The 100 word blurb is woefully inadequate to even briefly touch on what the novel does, but here goes:
A few months after the German’s secret V-2 rocket bombs begin falling on London, British Intelligence discovers that a map of the city pinpointing the sexual conquests of one Lieutenant Tyrone Slothrop, U.S. Army, corresponds identically to a map showing the V-2 impact sites. The implications of this discovery will launch Slothrop on an amazing journey across war-torn Europe, fleeing an international cabal of military-industrial superpowers, in search of the mysterious Rocket 00000, through a wildly comic extravaganza that has been hailed in The New Republic as “the most profound and accomplished American novel since the end of World War II”.
That out of the way, the draw of the novel isn’t the plot. Sure, it’s there buried under miles of towering imagery, drawn out alliterative metaphors, references to 1940s pop culture, cleverly manipulated ballad lyrics, and dozens of strange and disturbing sexual couplings. The brilliance of the book stems from Pynchon’s ability to weave the meta- structure of the book onto the template of Europe in the last days of the World War.

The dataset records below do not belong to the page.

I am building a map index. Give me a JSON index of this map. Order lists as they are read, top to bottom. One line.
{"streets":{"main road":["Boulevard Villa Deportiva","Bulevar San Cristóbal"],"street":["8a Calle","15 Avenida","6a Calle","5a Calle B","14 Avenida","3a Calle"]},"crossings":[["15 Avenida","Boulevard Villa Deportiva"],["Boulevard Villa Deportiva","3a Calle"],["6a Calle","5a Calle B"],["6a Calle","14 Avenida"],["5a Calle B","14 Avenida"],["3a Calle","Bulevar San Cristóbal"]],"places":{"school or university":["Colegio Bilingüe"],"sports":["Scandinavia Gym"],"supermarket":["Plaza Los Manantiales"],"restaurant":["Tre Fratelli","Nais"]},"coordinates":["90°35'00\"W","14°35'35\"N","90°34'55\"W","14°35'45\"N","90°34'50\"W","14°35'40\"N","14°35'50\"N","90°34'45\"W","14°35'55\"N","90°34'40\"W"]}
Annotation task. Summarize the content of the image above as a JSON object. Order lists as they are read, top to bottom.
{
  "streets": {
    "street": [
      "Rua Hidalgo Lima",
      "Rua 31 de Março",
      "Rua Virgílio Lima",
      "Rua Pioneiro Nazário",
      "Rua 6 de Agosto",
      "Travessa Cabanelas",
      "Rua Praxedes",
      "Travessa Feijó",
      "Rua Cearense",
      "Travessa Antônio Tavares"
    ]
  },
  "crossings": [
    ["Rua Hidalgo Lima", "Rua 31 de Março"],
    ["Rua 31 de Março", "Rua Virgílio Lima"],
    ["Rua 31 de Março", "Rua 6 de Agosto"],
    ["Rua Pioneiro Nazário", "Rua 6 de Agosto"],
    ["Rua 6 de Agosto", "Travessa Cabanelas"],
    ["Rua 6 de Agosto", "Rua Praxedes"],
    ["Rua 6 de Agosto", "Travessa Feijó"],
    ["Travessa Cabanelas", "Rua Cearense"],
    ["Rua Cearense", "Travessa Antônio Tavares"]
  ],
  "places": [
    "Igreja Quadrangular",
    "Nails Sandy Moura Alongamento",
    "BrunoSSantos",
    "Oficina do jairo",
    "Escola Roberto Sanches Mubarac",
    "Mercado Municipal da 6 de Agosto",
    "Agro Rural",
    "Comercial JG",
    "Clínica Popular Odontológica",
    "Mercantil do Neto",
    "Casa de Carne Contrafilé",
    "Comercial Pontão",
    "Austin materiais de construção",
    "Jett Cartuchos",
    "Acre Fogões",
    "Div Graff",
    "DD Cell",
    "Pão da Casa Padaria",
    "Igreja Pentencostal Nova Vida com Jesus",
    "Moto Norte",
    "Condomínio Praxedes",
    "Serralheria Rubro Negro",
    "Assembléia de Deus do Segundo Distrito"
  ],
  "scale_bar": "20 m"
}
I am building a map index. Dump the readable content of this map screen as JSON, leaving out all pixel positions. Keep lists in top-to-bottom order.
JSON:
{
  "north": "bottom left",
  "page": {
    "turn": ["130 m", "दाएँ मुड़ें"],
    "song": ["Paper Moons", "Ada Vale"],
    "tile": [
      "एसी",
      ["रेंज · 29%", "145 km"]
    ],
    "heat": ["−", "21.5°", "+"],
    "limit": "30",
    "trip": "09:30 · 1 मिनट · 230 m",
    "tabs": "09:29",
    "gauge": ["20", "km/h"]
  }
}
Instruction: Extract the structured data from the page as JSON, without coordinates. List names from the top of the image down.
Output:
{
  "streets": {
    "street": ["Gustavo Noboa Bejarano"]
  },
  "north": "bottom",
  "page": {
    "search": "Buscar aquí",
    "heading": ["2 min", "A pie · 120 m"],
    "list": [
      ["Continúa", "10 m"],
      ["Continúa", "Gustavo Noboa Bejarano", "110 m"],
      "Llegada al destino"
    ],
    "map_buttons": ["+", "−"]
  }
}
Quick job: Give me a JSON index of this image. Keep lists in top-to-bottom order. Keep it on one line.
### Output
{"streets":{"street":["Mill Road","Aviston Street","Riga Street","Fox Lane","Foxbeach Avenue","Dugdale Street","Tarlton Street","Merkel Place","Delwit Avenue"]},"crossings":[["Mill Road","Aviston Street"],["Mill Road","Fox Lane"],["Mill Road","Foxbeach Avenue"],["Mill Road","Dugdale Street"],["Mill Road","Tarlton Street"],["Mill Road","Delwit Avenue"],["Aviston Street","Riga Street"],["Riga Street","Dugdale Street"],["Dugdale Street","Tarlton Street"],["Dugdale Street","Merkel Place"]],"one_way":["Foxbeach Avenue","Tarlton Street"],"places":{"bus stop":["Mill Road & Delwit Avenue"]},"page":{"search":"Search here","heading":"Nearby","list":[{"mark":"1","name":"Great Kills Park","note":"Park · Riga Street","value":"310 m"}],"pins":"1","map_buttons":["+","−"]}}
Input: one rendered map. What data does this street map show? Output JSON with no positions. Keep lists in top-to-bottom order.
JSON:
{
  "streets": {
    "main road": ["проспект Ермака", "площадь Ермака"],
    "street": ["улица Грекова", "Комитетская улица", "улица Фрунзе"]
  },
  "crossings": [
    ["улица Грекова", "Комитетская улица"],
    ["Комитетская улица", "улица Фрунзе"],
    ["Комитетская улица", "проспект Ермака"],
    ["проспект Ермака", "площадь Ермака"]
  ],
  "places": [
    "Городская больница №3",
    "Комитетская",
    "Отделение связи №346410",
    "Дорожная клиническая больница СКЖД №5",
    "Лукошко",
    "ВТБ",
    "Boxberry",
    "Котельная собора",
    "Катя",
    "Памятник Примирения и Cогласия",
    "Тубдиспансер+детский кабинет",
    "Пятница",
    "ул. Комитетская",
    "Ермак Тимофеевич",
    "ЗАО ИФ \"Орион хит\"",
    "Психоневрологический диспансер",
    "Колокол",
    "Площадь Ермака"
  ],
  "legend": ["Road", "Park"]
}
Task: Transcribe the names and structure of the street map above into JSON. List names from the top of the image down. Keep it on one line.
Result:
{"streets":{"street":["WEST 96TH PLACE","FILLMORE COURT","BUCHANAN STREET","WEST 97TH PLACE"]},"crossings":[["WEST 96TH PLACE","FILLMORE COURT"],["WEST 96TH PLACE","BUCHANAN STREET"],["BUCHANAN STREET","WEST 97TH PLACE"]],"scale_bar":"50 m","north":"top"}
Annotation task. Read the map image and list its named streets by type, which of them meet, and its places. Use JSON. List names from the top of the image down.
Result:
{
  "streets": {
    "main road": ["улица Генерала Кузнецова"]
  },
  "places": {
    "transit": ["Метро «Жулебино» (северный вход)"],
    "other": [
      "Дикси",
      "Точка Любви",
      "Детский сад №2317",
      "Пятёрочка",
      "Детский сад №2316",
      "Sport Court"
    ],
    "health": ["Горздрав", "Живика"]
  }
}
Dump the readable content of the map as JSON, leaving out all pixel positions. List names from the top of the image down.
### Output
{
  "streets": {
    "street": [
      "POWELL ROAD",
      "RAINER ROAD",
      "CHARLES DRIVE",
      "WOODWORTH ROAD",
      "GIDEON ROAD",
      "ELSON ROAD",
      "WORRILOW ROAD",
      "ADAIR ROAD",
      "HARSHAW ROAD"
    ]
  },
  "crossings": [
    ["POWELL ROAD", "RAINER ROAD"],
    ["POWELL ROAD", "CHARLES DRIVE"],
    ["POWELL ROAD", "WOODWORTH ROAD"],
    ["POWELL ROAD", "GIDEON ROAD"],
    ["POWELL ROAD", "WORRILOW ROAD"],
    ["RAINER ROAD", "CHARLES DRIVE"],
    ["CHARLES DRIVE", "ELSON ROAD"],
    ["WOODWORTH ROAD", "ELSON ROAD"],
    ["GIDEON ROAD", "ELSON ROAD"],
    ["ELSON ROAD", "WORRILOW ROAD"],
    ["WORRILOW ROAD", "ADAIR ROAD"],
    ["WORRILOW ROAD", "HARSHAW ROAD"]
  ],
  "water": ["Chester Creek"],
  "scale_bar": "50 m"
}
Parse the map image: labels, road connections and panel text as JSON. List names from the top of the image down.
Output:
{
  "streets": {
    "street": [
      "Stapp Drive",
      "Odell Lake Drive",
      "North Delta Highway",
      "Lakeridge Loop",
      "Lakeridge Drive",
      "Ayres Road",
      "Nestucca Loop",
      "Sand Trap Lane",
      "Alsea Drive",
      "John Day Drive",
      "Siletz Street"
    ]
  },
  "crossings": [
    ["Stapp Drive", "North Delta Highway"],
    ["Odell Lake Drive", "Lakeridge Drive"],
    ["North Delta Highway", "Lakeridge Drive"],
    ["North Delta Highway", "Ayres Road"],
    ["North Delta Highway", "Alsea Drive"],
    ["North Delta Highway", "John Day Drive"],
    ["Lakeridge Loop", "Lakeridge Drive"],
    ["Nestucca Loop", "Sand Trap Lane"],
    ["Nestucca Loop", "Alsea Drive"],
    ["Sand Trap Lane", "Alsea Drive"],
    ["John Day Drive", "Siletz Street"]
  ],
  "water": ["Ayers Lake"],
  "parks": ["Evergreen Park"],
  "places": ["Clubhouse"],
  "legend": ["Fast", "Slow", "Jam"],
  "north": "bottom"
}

Most obvious is the motif of the V-2 rocket, from which the title is drawn – the rainbow produced by gravity, the parabola. From that arch everything follows. There are no explicit chapters, only “episodes” of varying length, delimited by a line of empty squares. Some episodes are relatively straightforward comic jaunts, Slothrop venturing out into the Zone (Germany post-VE Day), encountering a wide array of characters (all females he inevitably beds), lots of daring escapes, espionage, double crosses, twists and turns. Other episodes are far more experimental, melting between time and space, POVs of multiple characters, often transitioning mid-sentence via odd punctuation and lots of ellipses. But taking a step back, there’s a method to the madness – the focal point from which the stream of conscious is launched is returned to, wrapped up. A parabola of form.
The experience of reading the prose itself is also difficult to describe. The writing is incredibly dense, but possesses a cadence and flow that move quickly. Couple that with long grocery lists of strange gadgets, visions, and encyclopedic info dumps and you end up with something akin to hallucinogenic drugs. At one moment Pynchon is describing the breathtaking beauty of the summer sun setting over a Bavarian castle; the next – a crew of drunken American GIs singing crude pop songs. The cognitive dissonance is relentless, and the reader can’t attempt to completely parse the text. Instead you have to sort of glide on top, let the strange and absurd references to German romantic poets, industrial molecular compounds, and American pop icons pass by. Eventually, you’ll enter this zen state where the warrens of fracturing prose grow smooth, glassy.
Aside from form, the content itself has plenty of interesting things to say. For one, the relationship of sex and violence: the phallic nature of rockets, the dream of space travel, reaching out to the unknown to conquer, how the feminine void is receptive to the penetrative masculine. In turn – how this fits into colonialism, the very same lust of sexual conquest mapped into the land of the Other (illustrated in a particularly moving episode of the slaughter of an island of Dodo birds). Then there’s an entire truckload of stuff about technology and the military industrial complex and paranoia and conspiracies, which dovetails nicely with Slothrop’s fragmented mind.
Again, this is a tough book. You’ll find yourself reading page after page completely lost or confused with irrelevant characters, unknown references to art or science or history, confusing discombobulations of grammar and form. Expect to mouth “WTF” more than once.
But this is a book that illustrates more than any other what postmodern art is about – the chop suey of tropes and themes and characters to build some form of meaningful meta structure. There’s beauty here, there’s madness, there sorrow and disgust and wonder and absurd laughter, and there’s brilliance. If you can push through, it’s an incredibly rewarding novel.
On the other hand, it’ll be pulp fiction for the rest of the year – my brain needs the rest.